Problem statement:
From the entries provided below, copy each line that contains the word "filters".

Dataset excerpts:
□ □ □ □ □ □ □

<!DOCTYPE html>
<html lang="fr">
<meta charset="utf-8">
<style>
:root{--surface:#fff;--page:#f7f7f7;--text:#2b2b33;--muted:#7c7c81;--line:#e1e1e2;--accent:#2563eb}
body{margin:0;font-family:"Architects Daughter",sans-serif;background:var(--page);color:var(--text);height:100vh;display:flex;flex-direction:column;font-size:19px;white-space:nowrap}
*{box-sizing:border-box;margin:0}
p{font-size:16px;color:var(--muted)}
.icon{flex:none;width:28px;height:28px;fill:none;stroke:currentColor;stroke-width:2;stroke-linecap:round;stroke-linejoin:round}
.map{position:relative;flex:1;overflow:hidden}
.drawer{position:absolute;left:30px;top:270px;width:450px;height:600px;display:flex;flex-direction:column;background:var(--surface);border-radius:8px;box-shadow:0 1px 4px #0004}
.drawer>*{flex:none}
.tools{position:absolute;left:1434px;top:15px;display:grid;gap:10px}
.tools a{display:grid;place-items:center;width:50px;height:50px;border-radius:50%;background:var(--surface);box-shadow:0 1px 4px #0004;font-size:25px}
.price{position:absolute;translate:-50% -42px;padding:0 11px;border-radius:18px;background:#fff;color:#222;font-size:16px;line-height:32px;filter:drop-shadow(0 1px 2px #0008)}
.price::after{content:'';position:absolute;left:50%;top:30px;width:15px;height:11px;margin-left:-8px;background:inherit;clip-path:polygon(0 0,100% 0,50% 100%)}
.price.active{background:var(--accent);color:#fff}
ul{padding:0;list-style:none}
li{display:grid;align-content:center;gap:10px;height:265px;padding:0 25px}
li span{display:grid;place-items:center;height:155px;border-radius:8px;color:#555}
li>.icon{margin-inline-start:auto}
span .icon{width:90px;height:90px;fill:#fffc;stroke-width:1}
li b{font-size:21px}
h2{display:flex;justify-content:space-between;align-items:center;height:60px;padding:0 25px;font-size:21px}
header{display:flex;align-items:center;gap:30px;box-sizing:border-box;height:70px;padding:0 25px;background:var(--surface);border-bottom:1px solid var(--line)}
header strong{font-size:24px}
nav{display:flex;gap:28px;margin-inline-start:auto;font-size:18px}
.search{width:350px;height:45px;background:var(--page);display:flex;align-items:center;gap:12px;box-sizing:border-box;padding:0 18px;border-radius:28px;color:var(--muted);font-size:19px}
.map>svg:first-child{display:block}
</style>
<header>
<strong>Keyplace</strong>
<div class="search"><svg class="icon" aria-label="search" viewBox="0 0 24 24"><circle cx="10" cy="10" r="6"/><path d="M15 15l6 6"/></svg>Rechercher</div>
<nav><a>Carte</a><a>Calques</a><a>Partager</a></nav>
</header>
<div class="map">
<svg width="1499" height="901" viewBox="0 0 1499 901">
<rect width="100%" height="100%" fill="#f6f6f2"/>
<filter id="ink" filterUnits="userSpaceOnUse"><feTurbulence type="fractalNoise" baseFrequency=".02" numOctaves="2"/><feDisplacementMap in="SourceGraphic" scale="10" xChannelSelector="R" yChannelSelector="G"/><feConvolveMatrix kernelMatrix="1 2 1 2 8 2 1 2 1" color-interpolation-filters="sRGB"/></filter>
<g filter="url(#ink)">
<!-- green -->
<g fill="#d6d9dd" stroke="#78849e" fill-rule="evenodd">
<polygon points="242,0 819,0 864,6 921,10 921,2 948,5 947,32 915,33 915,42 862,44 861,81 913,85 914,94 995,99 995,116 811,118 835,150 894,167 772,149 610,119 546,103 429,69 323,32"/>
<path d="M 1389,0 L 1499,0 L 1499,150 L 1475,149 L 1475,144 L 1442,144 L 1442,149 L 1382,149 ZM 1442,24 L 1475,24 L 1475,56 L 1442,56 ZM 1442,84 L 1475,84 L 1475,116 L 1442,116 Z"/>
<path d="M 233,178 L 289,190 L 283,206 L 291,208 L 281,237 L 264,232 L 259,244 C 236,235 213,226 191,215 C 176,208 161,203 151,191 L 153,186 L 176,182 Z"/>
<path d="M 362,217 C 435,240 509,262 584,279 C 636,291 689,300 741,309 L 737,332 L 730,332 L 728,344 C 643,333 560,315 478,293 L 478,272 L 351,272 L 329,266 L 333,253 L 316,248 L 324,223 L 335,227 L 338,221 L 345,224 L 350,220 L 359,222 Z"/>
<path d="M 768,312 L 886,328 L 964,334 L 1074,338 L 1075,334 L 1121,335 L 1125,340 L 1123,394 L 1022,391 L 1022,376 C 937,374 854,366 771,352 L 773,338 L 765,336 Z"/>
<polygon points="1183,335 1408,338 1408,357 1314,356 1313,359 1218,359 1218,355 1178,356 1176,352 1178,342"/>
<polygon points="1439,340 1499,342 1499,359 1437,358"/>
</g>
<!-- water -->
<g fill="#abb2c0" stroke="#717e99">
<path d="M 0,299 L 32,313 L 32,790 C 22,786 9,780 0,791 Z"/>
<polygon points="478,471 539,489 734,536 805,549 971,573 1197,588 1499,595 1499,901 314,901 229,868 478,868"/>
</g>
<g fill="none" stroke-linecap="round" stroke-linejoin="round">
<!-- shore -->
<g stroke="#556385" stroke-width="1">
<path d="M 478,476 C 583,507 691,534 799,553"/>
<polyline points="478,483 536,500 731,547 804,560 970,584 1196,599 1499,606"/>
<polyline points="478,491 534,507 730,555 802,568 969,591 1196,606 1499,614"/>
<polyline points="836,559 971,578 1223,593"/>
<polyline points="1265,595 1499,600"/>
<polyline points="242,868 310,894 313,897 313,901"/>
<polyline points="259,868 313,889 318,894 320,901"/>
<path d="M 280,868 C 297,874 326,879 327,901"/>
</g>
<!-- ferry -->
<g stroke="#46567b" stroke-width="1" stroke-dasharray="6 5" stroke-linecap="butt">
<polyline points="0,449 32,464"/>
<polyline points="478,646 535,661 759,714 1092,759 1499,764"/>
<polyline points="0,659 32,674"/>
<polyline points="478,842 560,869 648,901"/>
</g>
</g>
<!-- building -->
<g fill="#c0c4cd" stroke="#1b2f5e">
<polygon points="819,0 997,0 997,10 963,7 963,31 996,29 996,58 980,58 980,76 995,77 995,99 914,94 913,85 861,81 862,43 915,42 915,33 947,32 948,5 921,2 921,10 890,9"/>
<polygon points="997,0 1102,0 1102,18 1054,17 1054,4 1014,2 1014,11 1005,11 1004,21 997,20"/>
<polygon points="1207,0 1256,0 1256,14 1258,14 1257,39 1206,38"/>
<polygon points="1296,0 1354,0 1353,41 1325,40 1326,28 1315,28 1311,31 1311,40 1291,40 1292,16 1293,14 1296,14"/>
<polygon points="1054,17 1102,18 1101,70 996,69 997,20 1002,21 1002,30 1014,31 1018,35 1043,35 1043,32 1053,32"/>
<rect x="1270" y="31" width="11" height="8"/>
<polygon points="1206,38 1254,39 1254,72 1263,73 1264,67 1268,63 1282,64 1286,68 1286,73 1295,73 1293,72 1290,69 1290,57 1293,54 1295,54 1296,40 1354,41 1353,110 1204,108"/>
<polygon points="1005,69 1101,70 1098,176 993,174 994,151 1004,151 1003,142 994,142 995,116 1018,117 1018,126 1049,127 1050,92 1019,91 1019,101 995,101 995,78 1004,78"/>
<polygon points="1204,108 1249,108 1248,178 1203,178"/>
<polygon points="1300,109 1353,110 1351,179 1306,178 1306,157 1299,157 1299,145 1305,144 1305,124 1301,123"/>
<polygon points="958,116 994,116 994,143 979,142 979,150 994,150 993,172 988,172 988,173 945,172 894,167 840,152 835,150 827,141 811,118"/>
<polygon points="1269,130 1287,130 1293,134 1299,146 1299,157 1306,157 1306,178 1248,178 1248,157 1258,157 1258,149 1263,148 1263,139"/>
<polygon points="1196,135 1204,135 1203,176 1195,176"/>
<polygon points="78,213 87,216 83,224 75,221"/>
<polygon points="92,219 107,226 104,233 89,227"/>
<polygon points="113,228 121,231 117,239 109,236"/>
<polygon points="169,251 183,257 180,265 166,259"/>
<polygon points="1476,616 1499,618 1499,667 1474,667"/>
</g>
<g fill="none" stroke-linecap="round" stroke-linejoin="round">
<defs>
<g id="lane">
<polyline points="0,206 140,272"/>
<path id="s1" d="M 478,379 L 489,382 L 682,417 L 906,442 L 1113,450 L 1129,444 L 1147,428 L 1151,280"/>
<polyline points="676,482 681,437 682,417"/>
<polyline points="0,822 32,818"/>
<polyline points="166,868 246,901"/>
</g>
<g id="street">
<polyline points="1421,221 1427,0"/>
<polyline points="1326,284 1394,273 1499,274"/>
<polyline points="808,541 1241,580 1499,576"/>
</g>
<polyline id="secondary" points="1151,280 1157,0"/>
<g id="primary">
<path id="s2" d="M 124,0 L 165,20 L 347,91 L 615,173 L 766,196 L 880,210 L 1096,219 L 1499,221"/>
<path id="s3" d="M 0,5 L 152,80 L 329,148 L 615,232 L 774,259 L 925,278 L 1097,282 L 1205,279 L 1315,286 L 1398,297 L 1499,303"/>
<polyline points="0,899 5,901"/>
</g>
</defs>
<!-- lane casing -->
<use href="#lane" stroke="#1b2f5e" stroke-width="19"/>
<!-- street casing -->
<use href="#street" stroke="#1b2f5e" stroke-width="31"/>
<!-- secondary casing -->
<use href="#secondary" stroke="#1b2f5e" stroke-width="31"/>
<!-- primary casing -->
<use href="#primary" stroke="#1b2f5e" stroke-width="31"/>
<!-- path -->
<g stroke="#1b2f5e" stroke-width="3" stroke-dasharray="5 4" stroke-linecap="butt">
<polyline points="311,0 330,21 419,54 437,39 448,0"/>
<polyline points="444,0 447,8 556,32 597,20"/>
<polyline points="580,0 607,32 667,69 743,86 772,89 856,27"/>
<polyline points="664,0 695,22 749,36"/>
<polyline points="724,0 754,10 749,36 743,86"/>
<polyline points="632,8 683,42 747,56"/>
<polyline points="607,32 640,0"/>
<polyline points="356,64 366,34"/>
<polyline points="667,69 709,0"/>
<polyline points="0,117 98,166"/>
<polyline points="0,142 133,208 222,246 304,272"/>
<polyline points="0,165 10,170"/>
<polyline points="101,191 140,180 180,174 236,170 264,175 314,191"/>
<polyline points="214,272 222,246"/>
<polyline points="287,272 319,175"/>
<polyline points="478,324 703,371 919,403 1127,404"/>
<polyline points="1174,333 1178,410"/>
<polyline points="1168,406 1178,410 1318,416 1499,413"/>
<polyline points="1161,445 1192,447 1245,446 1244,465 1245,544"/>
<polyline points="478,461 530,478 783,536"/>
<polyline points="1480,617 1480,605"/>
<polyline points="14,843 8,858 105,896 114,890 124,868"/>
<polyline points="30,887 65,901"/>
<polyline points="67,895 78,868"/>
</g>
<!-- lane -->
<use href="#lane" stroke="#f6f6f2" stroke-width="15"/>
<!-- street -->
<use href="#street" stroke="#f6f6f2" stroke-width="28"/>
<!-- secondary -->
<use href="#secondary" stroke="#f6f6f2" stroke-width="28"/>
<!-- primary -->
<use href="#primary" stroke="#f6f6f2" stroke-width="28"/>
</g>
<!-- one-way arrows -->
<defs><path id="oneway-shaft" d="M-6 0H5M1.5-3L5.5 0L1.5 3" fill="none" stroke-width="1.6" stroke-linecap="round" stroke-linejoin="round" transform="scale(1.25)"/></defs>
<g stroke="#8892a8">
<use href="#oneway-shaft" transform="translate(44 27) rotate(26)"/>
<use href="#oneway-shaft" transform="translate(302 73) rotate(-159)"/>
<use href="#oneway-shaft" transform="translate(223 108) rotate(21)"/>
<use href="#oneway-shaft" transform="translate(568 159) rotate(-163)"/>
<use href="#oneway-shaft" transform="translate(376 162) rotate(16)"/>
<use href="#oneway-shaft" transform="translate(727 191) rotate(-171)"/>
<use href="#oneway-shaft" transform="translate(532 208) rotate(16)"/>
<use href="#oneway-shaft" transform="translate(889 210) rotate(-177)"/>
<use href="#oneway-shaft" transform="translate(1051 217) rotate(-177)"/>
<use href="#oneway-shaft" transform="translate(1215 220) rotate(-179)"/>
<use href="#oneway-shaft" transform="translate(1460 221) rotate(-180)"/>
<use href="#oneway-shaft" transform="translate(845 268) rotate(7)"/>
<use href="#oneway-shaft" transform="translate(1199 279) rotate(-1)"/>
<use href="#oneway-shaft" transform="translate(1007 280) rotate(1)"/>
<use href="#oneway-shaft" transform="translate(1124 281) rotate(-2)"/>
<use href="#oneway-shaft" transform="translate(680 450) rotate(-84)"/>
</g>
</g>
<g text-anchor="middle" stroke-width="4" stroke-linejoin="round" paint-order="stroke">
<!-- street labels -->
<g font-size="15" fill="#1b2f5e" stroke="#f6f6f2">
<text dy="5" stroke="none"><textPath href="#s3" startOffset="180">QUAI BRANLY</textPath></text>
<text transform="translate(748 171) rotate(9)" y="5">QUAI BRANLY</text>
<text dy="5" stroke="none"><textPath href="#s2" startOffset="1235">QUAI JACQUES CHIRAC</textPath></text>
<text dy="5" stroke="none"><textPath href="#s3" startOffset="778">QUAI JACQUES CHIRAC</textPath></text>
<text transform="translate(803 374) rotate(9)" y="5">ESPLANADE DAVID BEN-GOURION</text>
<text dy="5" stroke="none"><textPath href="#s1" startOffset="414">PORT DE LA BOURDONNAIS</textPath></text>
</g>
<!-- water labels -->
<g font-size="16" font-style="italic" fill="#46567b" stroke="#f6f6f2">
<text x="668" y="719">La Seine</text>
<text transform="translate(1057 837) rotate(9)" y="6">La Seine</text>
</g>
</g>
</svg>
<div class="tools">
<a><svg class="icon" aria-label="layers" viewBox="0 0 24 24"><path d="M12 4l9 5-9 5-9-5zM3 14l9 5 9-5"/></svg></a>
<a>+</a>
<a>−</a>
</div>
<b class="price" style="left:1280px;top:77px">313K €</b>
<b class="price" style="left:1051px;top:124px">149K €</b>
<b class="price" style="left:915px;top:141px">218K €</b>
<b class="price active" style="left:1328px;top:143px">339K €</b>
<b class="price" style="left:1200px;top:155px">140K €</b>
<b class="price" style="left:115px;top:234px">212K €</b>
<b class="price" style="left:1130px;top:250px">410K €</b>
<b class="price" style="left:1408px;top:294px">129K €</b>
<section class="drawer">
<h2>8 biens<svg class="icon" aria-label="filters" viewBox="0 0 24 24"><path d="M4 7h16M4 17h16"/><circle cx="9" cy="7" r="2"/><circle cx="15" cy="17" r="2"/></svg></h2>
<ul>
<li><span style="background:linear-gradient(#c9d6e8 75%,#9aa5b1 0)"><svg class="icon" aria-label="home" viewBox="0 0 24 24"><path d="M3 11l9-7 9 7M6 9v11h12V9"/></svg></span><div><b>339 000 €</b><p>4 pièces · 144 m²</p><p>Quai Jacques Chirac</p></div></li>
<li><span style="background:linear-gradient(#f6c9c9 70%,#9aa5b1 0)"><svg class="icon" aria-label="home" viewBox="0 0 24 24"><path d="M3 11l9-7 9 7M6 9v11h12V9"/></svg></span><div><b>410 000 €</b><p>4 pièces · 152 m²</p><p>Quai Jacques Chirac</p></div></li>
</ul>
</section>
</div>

□ □ □ □ □ □ □

Response to this task:
<filter id="ink" filterUnits="userSpaceOnUse"><feTurbulence type="fractalNoise" baseFrequency=".02" numOctaves="2"/><feDisplacementMap in="SourceGraphic" scale="10" xChannelSelector="R" yChannelSelector="G"/><feConvolveMatrix kernelMatrix="1 2 1 2 8 2 1 2 1" color-interpolation-filters="sRGB"/></filter>
<h2>8 biens<svg class="icon" aria-label="filters" viewBox="0 0 24 24"><path d="M4 7h16M4 17h16"/><circle cx="9" cy="7" r="2"/><circle cx="15" cy="17" r="2"/></svg></h2>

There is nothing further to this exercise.